The ’77 voyage was directed by Paul Spong and captained by George Korotva, both veterans of previous protests; Paul was the scientist who got the Greenpeace movement involved in the whaling issue in 1975.
In a dramatic confrontation 1800 miles north of Hawaii, the Ohana Kai intercepted the factory ship Dalniy Vostok taking on supplies, and by maintaining a presence, buzzing it with helicopter and zodiacs, managed to keep its contingent of 12 “killer” harpoon ships from returning to process whales. The whaling of an entire Soviet killer-fleet was shut down for the first time, and the campaign became one of the first internationally-broadcast documentaries on the need to end whaling.
In the most dramatic visual event of the standoff, the Ohana Kai campaigners actually boarded the Dalniy Vostok, taking zodiacs up the slipway into the stench that had claimed so many whales, and climbing to the blood-soaked wooden decks. The campaigners – including Spong, Dexter Cate, and others – knew they could face gunfire, imprisonment, or other retaliation for this uninvited boarding. They carried Greenpeace Foundation’s Russian-language literature describing the environmental need to end whaling, which they handed out to the captain and crew during tense interchanges. The crew was not unaware of the fact that only illegally small whales were being taken. In fact, from data that was only released after the fall of the USSR, we now know that these fleets were then engaged in also taking huge numbers of endangered whales such as humpbacks, in an illegal conspiracy with Japan, which consumed them and lied about it at the IWC. A Japanese “observer” was aboard, supposedly to make sure that IWC quotas were followed; though we now know it was part of a corrupt plot by the two nations to decimate the world’s whales. Clearly, the glare of publicity was to them like garlic to vampires.
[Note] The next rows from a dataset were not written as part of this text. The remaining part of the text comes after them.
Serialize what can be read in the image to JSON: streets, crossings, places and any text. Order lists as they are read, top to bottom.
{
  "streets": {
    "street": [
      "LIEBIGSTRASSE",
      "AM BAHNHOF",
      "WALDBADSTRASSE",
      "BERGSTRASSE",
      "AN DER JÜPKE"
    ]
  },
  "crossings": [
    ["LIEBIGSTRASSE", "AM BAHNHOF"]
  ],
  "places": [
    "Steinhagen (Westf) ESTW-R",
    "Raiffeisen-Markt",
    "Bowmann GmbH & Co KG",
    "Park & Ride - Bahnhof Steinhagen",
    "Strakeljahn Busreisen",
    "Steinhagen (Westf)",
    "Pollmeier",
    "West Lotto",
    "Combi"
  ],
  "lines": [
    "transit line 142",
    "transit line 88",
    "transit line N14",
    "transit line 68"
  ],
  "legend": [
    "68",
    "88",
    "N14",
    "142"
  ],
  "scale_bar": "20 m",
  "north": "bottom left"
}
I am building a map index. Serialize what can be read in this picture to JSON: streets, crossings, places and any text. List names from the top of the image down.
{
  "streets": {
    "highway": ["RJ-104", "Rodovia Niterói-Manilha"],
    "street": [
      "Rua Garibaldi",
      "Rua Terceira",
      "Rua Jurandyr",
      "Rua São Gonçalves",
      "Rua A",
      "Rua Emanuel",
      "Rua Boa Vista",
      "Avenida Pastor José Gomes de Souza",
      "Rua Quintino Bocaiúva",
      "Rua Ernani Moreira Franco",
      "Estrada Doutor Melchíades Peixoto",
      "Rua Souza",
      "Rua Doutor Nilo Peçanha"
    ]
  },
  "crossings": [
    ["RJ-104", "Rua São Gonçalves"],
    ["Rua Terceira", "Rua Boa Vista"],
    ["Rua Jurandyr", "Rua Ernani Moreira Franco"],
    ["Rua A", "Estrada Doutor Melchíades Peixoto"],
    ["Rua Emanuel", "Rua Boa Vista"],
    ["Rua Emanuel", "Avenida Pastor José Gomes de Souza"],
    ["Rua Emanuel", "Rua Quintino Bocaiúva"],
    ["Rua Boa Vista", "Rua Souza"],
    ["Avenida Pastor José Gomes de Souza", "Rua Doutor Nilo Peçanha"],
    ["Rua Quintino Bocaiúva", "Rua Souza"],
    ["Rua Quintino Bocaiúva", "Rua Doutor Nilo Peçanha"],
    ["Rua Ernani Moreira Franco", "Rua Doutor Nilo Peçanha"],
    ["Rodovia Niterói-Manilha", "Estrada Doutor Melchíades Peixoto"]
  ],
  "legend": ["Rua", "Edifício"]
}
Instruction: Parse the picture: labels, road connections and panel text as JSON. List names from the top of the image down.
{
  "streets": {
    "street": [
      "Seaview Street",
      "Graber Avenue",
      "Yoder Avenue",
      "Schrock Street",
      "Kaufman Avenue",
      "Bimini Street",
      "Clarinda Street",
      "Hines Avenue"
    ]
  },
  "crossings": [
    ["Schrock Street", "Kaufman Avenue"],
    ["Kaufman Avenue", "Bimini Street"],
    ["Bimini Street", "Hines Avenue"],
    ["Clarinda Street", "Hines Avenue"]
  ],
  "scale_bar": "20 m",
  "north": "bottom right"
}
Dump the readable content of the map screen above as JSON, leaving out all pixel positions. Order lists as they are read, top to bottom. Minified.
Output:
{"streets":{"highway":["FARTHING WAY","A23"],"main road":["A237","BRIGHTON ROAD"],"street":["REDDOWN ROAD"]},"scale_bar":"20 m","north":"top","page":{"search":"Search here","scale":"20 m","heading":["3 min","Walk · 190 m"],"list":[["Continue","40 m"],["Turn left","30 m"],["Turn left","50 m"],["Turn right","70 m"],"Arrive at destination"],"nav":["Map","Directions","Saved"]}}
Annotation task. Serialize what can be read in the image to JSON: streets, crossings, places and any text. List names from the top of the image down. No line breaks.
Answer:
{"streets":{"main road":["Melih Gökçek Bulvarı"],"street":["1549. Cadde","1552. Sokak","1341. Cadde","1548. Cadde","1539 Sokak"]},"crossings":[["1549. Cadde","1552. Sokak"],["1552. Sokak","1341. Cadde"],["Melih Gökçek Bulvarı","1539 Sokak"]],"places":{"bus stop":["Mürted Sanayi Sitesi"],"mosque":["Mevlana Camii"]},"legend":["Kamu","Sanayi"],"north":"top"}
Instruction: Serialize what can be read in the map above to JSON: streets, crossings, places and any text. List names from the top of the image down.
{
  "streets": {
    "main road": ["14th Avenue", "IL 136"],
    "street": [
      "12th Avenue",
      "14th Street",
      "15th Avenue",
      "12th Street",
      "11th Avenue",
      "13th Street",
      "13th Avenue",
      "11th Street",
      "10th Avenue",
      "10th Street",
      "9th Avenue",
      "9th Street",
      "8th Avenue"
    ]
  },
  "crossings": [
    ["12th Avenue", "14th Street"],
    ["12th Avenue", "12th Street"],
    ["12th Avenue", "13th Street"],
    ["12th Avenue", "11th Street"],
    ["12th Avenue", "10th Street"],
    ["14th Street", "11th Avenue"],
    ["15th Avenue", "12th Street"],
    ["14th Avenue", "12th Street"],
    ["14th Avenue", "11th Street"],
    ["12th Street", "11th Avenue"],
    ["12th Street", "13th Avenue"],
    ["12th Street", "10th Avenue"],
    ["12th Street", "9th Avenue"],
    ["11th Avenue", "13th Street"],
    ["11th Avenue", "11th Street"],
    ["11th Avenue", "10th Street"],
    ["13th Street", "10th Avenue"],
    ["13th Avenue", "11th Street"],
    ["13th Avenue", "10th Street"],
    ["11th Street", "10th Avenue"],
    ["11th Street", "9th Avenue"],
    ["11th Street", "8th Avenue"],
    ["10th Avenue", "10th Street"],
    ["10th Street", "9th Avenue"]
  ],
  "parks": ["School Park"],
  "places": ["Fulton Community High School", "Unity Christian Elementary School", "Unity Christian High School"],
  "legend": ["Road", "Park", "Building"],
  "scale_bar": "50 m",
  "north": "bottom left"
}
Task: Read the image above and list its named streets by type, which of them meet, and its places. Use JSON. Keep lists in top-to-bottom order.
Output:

As many whales as were saved by shutting down the Dalniy Vostok for a week, many more were saved by the resulting publicity, which fed the growing international call for an end to whaling.
After a successful tour of campaigning, the Ohana Kai finally became a floating anti-whaling museum in San Francisco Harbor and was retired in the mid-’80’s. Greenpeace Foundation will always honor its memory – while vowing to never again buy and maintain such a vessel, which cost nearly a half-million 1977 dollars to purchase and operate.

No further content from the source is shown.